In the Washington Post, Harvard’s Roberto G. Gonzales argues that the Supreme Court ruling “hurts all of us.” He states that recipients of the DACA program “experienced newfound access to more stable jobs with higher pay, better benefits and less stressful working conditions. These better jobs are good not just for DACA beneficiaries but also for the U.S. economy more generally, as higher wages stimulate economic growth and greater tax revenue. And many DACA beneficiaries are also filling critical labor force needs in growth sectors, such as health care.” Gonzales concludes, “The United States needs immigration reform to bring immigrants and their families out of the shadows, to recognize their deep community connections and economic contributions, and to build a strong American society.

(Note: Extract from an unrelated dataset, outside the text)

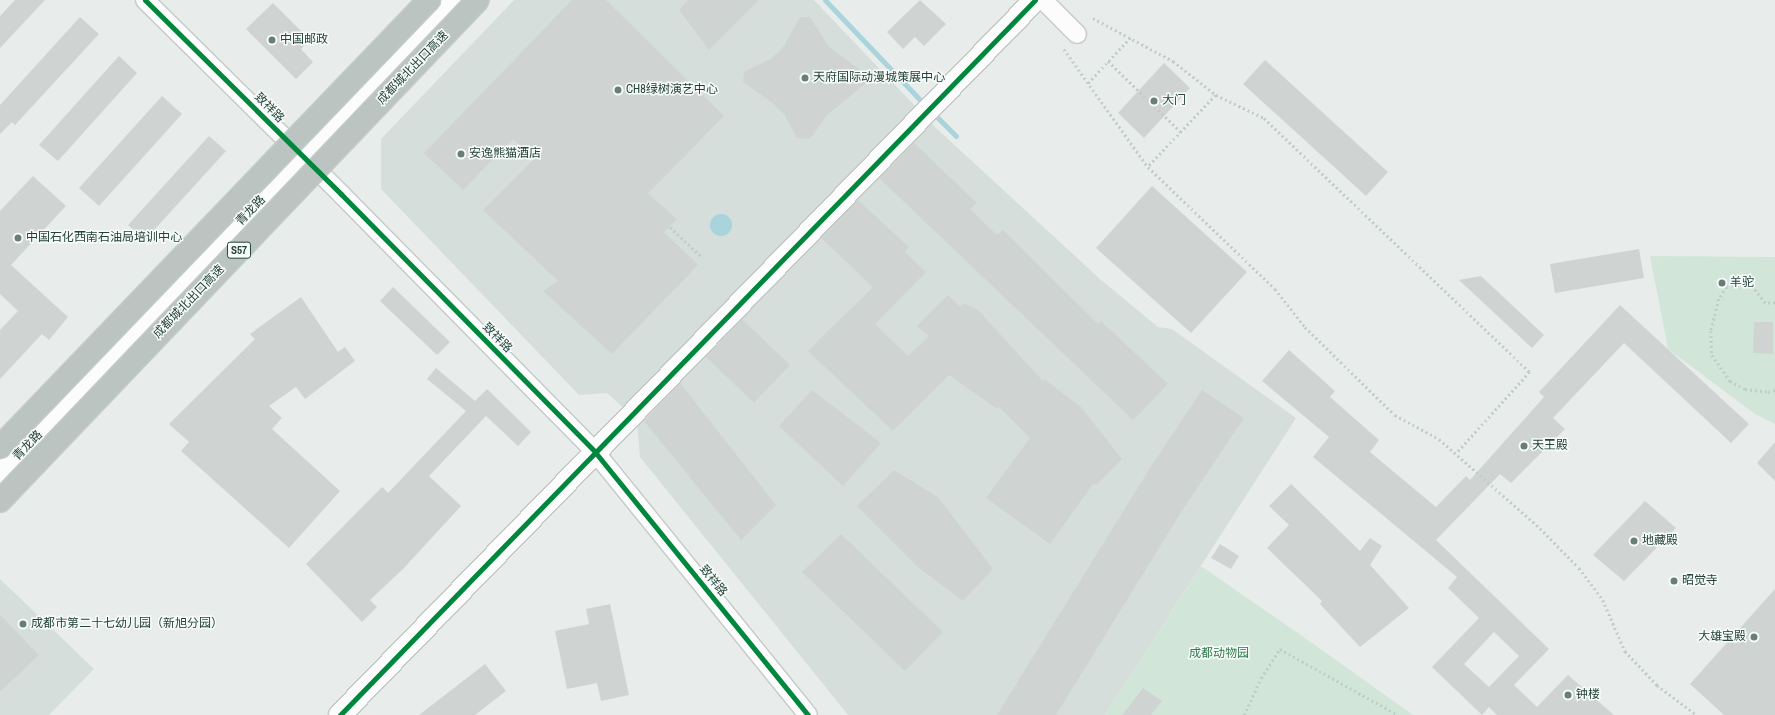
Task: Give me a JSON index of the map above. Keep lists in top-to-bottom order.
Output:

Meanwhile, the Deseret News calls attention to Utah’s secret to ranking as the youngest state in America: immigrants. Read how immigrants help stimulate the economy, diversify communities, and combat the challenges of an aging workforce. Pam Perlich, director of demographic research at the University of Utah’s Kem C. Gardner Policy Institute, says: “Industries with strong ties to Asian immigrants have been expanding in recent years, such as technology, finance, and higher education. In Salt Lake County, for example, the tract with the largest number and proportion of Asians is the one surrounding the University of Utah campus.”
Betsy Rose Ujvagi, a Toledo, Ohio native writes about her family’s journey from Budapest and argues that immigrants are the backbone to the community. She points to immigrant contributions to the economy, noting: “They are twice as likely to start a small business, as my grandfather did soon after my family came to this country — a fact that I still marvel at. Not only are immigrants in Toledo highly entrepreneurial, they also hold $242 million in spending power and contribute $31 million in state and local taxes, according to a 2015 Partnership for a New American Economy report.”
In case you missed it:
This week, the Partnership for a New American Economy’s State & Local Initiatives team joined business leaders and education advocates at the Massachusetts State House to call for the creation of a state Seal of Biliteracy. As part of the effort, PNAE released a new research brief showing the growing demand for bilingual talent in some of Massachusetts’s key industries. Analyzing online job posting data acquired by Burning Glass Technologies, the research illuminates the need to attract and promote language diversity in the Massachusetts workforce among both foreign- and U.S.-born workers.